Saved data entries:
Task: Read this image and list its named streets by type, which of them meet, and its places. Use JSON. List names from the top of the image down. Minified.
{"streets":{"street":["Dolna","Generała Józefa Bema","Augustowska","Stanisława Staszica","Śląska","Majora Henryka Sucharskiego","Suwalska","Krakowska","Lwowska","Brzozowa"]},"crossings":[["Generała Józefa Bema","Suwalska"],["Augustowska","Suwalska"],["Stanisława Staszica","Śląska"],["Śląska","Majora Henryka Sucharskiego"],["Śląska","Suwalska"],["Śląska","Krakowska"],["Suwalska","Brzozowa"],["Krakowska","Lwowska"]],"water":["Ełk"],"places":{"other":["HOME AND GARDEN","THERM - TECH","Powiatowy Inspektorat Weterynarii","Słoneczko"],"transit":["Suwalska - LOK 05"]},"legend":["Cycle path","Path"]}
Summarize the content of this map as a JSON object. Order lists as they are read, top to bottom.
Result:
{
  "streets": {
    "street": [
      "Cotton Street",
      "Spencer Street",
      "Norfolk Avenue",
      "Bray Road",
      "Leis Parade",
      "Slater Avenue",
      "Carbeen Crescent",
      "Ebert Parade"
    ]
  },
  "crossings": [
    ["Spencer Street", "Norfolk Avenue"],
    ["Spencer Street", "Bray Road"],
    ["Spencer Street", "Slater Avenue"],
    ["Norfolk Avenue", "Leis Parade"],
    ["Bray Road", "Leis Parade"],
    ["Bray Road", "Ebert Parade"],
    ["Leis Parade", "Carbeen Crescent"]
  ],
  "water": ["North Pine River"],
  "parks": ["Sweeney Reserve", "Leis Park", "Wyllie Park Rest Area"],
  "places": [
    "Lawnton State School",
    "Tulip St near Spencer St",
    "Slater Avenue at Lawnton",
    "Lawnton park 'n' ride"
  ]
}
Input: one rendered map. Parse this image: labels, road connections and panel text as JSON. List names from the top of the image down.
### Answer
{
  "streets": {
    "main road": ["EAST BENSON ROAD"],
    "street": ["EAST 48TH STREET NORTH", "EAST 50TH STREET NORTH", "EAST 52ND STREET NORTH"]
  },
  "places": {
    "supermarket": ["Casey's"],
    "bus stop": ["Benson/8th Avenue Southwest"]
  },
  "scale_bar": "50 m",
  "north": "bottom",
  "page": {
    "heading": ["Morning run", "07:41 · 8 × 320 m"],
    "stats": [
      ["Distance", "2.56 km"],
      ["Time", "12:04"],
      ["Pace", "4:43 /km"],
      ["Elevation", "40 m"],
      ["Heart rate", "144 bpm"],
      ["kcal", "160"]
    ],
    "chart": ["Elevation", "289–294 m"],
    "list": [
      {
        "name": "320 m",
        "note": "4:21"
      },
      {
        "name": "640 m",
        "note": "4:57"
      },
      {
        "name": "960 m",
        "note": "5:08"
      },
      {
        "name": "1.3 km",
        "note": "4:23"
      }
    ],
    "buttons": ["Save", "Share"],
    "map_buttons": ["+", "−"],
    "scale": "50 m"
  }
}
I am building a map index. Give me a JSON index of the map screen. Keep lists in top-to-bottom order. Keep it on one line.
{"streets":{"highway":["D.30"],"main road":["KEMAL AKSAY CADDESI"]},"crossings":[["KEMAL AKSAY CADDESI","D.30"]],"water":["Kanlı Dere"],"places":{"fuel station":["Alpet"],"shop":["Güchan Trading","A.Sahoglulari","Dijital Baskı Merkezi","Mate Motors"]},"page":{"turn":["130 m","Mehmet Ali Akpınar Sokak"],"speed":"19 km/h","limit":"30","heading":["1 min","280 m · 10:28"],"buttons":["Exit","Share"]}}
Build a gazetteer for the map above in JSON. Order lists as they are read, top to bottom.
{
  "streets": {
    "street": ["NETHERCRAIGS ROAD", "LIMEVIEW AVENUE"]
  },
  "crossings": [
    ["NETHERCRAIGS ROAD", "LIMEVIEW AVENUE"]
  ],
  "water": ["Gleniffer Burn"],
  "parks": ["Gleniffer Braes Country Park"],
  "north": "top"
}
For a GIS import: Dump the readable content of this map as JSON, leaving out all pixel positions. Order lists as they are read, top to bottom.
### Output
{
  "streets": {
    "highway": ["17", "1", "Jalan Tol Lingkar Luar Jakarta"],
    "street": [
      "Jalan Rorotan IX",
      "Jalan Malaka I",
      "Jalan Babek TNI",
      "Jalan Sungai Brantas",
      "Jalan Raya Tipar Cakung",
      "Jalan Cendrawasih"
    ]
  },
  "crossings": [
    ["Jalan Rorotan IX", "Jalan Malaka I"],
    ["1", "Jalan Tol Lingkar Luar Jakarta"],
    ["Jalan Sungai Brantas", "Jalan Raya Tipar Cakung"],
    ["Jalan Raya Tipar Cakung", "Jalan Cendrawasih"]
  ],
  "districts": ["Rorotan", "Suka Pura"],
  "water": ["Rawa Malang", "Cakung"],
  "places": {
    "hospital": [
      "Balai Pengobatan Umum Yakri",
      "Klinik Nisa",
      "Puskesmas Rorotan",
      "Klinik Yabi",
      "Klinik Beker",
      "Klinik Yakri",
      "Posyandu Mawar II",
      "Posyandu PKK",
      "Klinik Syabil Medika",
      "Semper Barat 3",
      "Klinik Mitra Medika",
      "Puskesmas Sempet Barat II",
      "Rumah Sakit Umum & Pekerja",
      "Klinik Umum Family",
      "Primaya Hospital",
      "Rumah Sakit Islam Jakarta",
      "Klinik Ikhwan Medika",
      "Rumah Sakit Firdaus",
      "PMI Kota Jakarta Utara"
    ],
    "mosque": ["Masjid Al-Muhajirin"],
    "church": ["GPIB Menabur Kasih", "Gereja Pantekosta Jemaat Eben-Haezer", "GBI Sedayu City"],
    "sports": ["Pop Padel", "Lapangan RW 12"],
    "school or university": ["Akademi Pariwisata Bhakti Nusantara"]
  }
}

*Aim of the exercise*: Filter the preceding entries down to the lines with "Tipar".

*Answer area*:
      "Jalan Raya Tipar Cakung",
    ["Jalan Sungai Brantas", "Jalan Raya Tipar Cakung"],
    ["Jalan Raya Tipar Cakung", "Jalan Cendrawasih"]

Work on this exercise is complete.